Wednesday, October 27, 2010

Recent Events: Physical Drivers and Marine Tetrapod Evolution – Symposium at the Society of Vertebrate Paleontology

It has been WAY too long since my last post, my sincerest apologies. I was consumed with a handful of projects, some of which are submitted, and some of which I presented at the Society of Vertebrate Paleontology meeting in Pittsbugh, PA this past October 10-13.

I fully intend to blog on some of this new material soon, but want to start with a couple of things. 1) A report on a symposium held at the recent Society of Vertebrate Paleontology meeting, and 2) a new series of blog posts reviewing recent literature and its relevance to the study of aquatic amniote evolution studies. I’ll get to the latter in my next post, but let me get started with this report on the recent (October 11, 2010) SVP Symposium titled, “Physical Drivers in Marine Tetrapod Evolution”. I’m keeping this brief, not only to save you from my usual boring wordiness, but also to protect the rights of authors of these presentations from having their unpublished material shared without their permission.

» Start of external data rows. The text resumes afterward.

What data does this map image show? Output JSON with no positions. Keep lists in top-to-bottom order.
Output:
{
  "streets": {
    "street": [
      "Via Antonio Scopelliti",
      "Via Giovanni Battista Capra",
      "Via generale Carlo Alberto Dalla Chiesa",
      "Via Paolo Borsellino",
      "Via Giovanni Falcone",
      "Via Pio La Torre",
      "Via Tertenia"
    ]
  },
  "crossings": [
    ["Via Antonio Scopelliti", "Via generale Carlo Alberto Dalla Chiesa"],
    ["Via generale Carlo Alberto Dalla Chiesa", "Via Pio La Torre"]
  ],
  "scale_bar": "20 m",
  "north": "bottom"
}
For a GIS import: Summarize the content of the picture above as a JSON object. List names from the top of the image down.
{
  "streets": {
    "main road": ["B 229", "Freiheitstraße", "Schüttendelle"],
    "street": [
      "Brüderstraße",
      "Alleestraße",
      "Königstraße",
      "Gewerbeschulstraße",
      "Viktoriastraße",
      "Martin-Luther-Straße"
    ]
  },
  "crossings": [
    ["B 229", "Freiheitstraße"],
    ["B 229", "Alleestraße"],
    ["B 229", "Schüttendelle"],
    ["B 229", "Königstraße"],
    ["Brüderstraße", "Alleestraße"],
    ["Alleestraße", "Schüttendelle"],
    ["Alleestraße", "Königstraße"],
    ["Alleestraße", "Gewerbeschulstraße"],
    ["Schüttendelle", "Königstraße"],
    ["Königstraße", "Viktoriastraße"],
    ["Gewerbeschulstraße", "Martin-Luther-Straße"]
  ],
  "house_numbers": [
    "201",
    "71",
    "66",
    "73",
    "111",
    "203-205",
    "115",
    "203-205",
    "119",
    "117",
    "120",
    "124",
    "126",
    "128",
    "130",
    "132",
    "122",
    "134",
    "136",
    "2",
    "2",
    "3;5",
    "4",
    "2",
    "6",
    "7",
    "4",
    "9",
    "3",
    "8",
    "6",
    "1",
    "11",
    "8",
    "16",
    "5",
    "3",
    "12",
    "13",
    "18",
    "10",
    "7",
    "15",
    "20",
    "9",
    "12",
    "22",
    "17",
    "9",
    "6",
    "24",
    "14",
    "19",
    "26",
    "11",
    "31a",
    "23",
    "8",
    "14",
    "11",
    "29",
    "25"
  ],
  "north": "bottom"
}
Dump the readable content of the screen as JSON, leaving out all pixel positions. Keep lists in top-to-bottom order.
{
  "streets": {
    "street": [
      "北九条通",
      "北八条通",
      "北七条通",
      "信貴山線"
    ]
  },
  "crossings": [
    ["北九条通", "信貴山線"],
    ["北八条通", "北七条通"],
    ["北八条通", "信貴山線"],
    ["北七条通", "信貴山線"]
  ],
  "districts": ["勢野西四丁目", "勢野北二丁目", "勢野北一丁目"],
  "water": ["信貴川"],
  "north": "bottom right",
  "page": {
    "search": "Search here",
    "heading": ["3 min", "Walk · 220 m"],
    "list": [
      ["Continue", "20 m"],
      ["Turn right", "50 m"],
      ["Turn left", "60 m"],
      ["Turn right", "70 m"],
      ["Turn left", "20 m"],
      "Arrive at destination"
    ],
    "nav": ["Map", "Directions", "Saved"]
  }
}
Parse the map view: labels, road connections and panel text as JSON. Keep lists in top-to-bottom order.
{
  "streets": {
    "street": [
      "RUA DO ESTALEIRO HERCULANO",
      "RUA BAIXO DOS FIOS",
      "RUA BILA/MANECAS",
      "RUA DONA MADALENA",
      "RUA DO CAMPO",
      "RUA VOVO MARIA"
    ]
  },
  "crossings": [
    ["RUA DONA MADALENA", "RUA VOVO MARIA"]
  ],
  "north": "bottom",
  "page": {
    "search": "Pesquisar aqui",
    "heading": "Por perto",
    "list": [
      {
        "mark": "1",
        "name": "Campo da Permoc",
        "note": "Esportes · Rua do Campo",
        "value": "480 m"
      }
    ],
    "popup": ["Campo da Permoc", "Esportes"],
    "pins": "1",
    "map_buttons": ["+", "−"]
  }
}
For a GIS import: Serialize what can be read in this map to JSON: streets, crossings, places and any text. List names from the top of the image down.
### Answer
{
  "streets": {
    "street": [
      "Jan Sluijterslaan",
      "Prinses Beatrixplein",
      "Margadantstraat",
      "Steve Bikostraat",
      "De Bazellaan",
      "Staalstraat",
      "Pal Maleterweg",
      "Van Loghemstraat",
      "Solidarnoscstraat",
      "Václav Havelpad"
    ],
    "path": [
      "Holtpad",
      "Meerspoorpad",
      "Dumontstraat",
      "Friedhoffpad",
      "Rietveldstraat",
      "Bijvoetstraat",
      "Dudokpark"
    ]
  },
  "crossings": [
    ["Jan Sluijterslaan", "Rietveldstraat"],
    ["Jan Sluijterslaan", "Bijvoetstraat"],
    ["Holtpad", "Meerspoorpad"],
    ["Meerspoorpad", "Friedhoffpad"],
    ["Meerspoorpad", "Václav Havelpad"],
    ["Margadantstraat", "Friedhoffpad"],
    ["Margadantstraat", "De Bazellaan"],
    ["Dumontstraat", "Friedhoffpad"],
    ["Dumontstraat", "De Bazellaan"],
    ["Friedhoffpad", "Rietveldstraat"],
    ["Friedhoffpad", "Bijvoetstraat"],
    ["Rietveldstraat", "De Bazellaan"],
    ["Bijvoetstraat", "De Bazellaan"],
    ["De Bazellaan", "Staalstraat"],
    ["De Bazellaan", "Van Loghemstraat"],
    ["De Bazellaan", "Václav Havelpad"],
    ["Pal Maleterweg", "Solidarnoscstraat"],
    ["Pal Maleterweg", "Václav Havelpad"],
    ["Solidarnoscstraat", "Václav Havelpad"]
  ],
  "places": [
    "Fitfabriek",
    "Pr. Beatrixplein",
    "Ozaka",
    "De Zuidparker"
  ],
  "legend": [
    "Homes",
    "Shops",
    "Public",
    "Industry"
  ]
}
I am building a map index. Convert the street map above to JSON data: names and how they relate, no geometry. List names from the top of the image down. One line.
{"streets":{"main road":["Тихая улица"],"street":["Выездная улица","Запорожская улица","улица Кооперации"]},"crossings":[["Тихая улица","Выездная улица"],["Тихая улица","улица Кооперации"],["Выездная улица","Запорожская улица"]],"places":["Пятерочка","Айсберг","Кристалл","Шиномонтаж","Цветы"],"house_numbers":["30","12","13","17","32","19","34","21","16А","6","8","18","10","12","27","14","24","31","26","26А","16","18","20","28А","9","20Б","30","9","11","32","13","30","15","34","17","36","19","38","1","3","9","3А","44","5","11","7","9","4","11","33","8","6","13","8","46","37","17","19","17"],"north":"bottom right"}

The symposium was organized by Neil Kelley (UC Davis) and R. Ewan Fordyce (University of Otago). Neil is a promising graduate student studying Triassic marine reptiles, and Ewan is one of the world’s leading experts on fossil cetaceans, and together it was a good match that brought lots of good minds together.


Neil Kelley and R. Ewan Fordyce, the organizers of the symposium, "Physical Drivers and Marine Tetrapod Evolution"


Among the minds brought together were (presented listed here only, though obviously many had co-authors that significantly contributed):

Neil Kelley (UC Davis, USA)

R. Ewan Fordyce (University of Otago, New Zealand)

Olivier Rieppel (Field Museum, USA)

Valentin Fischer (Royal Belgian Institute for Natural Science, Belgium)

Michael Polcyn (Southern Methodist University, USA)

Louis Jacobs (Southern Methodist University, USA)

James Parham (Alabama Museum of Natural History, USA)

Sanja Hinic-Frlog (Carleton University, Canada)

Tatsuro Ando (Ashoro Museum, Japan)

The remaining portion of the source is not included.